▶ WORK TASK
Every line of the following records that includes "bottom" should be copied.

(Dataset excerpts)

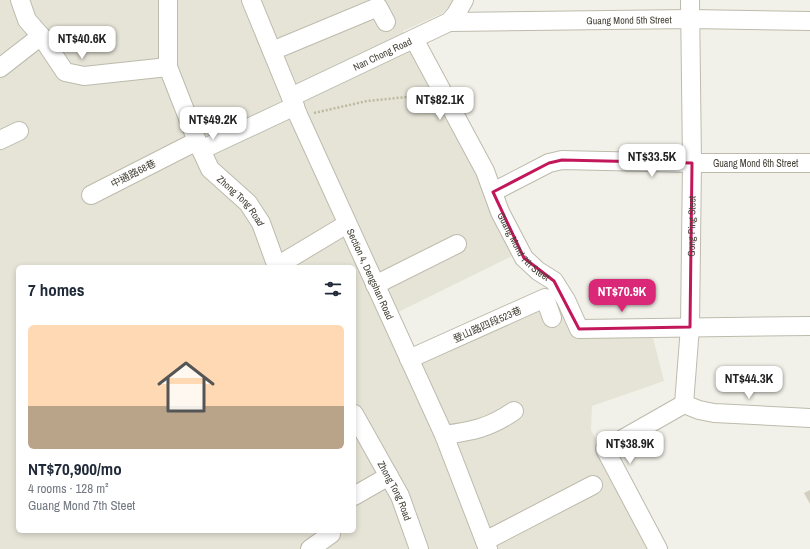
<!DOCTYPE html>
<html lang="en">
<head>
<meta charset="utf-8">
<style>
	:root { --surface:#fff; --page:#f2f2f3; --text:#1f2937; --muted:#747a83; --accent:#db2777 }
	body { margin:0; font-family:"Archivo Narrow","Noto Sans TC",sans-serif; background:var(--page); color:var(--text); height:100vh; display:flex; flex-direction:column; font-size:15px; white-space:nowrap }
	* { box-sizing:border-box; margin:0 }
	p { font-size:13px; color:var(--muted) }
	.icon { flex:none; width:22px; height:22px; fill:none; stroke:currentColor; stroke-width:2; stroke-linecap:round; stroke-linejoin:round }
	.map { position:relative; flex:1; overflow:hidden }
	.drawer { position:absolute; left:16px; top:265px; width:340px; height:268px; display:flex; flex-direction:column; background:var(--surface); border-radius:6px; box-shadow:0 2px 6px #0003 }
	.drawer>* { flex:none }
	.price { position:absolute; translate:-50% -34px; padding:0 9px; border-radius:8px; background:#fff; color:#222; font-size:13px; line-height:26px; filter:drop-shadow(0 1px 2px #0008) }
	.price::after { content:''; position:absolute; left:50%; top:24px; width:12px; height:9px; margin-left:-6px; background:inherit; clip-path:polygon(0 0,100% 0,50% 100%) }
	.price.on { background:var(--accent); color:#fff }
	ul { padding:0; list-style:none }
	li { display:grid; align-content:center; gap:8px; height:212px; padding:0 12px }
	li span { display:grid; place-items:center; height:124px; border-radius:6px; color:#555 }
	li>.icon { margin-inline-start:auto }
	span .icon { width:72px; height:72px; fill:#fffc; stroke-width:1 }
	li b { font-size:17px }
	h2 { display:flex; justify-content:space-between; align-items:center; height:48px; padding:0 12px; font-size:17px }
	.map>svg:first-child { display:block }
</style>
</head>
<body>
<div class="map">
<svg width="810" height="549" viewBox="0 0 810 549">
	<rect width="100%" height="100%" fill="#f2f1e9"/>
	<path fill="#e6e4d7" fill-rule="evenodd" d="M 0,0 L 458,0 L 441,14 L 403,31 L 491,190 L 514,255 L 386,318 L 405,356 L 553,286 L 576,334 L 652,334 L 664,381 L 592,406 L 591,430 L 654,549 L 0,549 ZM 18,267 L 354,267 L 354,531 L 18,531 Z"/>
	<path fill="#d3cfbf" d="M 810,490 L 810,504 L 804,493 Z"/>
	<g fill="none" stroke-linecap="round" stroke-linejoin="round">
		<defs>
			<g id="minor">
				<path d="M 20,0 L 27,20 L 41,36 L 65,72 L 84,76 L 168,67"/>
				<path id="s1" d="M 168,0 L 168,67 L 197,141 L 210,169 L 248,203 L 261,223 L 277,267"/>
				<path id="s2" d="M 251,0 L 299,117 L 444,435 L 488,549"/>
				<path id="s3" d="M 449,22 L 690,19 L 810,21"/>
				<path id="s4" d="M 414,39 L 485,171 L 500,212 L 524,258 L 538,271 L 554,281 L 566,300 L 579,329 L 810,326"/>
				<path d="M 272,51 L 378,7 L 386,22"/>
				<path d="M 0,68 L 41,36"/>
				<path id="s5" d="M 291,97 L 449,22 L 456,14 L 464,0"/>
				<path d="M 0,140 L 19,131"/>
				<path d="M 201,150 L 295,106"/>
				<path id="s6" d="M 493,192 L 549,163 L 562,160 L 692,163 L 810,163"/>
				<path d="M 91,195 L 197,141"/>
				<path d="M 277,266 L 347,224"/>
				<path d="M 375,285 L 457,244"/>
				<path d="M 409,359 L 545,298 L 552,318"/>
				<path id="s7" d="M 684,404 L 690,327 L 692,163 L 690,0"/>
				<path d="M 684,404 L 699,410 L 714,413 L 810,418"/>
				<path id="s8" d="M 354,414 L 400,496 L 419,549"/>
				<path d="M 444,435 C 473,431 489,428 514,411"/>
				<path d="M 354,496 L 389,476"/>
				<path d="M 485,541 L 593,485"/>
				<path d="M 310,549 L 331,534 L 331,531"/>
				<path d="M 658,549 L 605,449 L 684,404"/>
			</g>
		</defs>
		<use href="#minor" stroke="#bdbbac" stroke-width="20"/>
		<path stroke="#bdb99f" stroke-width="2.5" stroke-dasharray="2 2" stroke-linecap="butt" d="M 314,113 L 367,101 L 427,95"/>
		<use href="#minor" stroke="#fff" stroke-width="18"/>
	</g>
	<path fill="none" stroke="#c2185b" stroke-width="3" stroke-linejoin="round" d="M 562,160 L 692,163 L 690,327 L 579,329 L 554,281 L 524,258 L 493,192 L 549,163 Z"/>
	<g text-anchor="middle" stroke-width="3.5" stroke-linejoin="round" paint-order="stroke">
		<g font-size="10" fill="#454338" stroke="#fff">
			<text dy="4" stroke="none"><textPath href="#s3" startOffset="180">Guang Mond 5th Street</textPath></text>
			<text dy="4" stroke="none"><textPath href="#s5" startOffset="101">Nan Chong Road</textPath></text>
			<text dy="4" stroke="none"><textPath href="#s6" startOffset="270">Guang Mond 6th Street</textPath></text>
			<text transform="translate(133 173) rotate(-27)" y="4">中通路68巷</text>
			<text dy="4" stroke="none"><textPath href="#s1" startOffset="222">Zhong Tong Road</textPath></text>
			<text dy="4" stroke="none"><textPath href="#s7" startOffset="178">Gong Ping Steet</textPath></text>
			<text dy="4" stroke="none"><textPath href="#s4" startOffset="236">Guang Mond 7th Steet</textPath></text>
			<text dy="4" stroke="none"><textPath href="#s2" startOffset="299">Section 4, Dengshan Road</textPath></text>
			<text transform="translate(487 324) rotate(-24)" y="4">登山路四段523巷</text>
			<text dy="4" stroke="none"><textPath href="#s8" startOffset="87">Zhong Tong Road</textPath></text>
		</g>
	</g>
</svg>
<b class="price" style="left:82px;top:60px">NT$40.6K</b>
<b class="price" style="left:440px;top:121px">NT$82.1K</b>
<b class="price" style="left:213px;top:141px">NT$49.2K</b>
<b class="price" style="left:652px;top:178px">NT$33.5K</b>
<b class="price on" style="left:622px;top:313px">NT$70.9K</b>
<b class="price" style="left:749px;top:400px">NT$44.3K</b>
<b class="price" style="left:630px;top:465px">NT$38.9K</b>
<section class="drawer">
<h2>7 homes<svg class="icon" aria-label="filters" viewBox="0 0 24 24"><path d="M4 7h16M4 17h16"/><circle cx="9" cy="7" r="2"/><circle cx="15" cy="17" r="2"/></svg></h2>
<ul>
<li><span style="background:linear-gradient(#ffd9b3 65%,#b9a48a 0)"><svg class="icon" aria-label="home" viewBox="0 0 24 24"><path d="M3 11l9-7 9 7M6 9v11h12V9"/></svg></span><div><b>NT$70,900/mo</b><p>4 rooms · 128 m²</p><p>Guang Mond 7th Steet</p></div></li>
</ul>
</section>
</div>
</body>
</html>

==

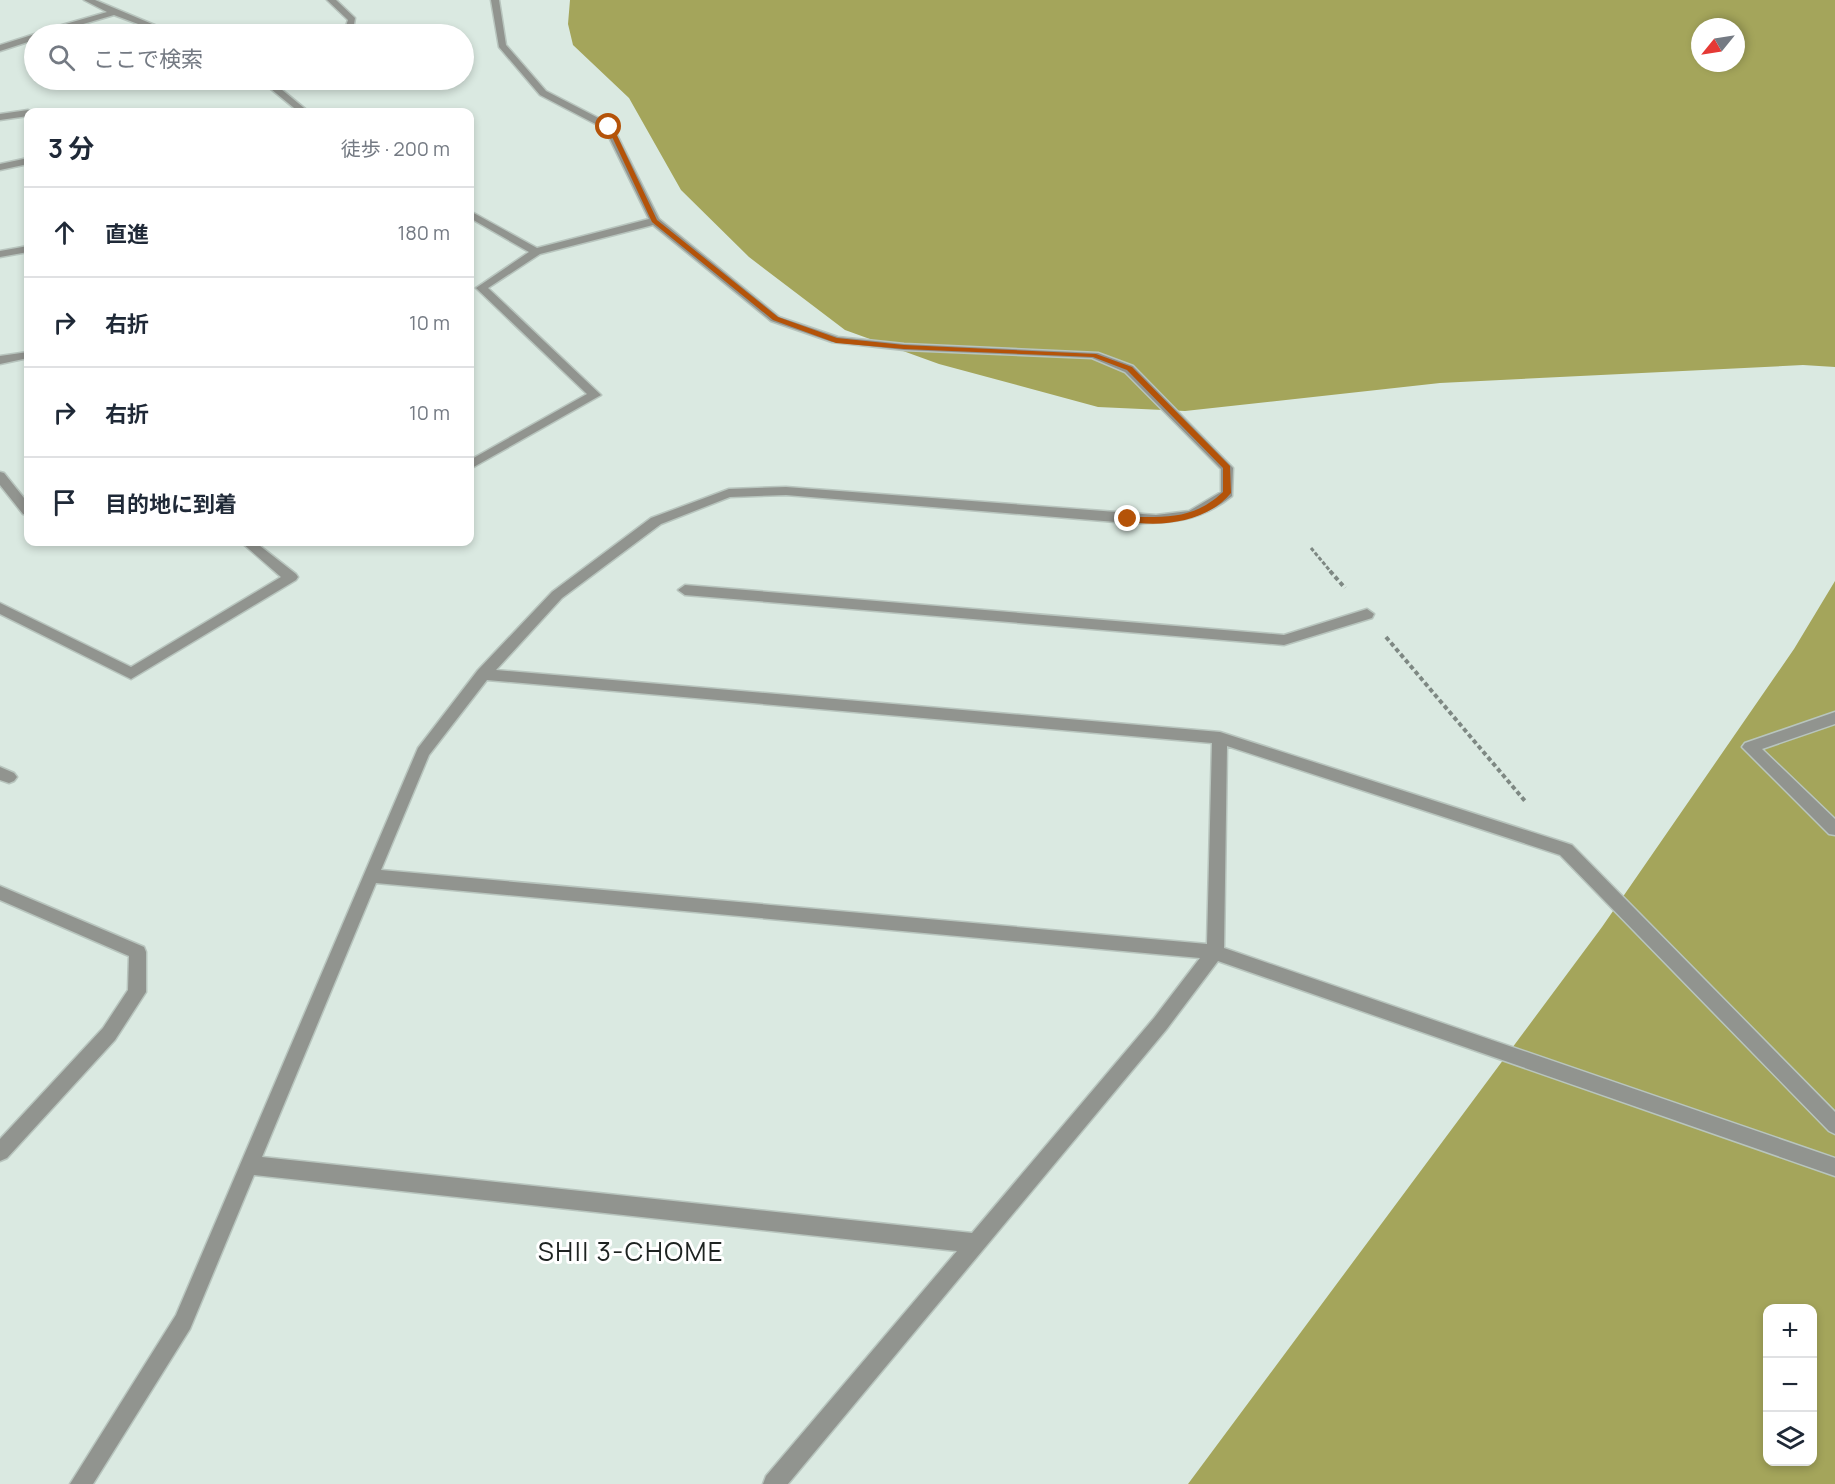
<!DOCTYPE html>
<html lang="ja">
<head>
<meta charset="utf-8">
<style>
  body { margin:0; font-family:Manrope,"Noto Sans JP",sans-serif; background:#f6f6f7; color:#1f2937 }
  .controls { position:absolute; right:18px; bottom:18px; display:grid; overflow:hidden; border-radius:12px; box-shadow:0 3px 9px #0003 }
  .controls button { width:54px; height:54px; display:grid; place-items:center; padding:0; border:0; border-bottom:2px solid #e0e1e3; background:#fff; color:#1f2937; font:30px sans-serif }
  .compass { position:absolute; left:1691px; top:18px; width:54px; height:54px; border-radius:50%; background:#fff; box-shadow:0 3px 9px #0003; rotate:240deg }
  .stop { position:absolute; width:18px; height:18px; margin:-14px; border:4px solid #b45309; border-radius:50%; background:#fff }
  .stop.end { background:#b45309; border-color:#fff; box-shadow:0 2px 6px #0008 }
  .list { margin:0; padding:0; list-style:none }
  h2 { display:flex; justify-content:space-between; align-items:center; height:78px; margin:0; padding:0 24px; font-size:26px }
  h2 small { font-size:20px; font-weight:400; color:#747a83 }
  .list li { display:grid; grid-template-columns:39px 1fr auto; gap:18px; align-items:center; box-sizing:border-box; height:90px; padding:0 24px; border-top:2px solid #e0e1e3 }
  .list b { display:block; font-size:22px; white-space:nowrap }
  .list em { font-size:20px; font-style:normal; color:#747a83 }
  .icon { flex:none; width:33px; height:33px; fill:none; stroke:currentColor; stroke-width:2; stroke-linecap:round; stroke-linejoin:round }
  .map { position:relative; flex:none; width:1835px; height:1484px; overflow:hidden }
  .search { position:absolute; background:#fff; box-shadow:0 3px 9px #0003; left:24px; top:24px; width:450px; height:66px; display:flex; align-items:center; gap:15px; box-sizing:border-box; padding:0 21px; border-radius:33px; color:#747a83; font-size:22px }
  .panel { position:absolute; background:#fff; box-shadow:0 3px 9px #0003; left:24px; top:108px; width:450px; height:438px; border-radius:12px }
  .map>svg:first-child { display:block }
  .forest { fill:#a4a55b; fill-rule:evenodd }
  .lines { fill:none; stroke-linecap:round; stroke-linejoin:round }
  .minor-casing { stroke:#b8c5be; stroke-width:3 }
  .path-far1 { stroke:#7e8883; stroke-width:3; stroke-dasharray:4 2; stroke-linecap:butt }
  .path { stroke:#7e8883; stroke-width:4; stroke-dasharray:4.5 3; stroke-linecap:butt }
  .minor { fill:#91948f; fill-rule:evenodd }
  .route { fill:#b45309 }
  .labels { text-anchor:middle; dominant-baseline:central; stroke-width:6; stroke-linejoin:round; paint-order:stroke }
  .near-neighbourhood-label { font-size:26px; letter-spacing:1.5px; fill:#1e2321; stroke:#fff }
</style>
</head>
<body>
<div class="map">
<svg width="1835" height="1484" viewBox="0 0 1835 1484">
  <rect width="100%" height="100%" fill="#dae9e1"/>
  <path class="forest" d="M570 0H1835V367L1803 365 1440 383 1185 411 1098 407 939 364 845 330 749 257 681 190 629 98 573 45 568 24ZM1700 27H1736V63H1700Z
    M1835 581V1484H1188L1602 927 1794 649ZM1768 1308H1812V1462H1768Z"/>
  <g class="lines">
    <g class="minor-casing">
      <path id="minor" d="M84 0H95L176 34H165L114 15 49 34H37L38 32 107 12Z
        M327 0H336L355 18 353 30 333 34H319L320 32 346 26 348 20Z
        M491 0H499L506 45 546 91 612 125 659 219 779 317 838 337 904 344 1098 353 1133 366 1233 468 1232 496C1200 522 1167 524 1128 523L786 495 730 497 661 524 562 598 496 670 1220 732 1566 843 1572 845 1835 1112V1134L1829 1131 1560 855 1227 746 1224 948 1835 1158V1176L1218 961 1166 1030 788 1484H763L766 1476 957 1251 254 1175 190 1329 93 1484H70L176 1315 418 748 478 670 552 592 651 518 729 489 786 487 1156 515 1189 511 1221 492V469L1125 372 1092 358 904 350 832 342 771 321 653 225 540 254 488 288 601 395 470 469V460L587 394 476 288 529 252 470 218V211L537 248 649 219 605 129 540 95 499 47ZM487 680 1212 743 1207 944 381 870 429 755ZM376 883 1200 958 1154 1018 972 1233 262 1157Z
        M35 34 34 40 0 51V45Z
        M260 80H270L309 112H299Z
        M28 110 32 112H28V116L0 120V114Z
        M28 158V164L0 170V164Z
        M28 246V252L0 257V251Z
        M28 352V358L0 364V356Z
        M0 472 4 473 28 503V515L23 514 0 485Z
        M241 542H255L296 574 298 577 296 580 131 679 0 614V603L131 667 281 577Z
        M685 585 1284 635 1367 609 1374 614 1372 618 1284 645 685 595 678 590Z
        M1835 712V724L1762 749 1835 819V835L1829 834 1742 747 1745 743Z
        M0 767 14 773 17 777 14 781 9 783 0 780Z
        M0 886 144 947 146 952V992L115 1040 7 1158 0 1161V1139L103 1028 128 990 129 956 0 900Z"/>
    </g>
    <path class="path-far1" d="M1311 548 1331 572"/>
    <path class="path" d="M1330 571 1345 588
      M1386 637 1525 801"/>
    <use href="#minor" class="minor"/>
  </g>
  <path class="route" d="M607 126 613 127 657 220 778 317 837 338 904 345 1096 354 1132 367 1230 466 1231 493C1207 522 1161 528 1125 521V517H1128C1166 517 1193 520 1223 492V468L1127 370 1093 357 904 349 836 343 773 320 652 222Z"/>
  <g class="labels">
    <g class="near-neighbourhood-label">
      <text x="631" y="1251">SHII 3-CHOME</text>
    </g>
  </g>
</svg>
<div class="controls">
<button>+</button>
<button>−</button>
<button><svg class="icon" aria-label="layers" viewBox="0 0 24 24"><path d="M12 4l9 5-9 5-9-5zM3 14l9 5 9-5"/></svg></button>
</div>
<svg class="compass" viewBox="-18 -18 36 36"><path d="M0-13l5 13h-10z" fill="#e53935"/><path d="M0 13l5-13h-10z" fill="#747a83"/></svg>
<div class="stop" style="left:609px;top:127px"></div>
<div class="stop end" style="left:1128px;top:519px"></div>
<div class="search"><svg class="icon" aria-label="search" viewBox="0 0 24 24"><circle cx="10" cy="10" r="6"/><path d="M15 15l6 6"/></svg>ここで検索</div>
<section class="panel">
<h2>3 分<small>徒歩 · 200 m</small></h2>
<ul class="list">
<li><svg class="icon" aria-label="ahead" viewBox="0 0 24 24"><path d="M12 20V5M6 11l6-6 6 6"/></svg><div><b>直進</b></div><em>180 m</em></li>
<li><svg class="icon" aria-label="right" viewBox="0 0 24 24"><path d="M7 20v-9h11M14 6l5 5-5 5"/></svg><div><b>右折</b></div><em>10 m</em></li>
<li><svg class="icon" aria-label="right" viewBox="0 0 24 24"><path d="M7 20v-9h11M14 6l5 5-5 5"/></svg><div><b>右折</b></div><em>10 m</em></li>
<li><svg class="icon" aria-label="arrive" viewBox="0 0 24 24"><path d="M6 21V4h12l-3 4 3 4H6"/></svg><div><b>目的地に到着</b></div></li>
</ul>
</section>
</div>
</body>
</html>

▶ FINAL ANSWER
  .controls { position:absolute; right:18px; bottom:18px; display:grid; overflow:hidden; border-radius:12px; box-shadow:0 3px 9px #0003 }
  .controls button { width:54px; height:54px; display:grid; place-items:center; padding:0; border:0; border-bottom:2px solid #e0e1e3; background:#fff; color:#1f2937; font:30px sans-serif }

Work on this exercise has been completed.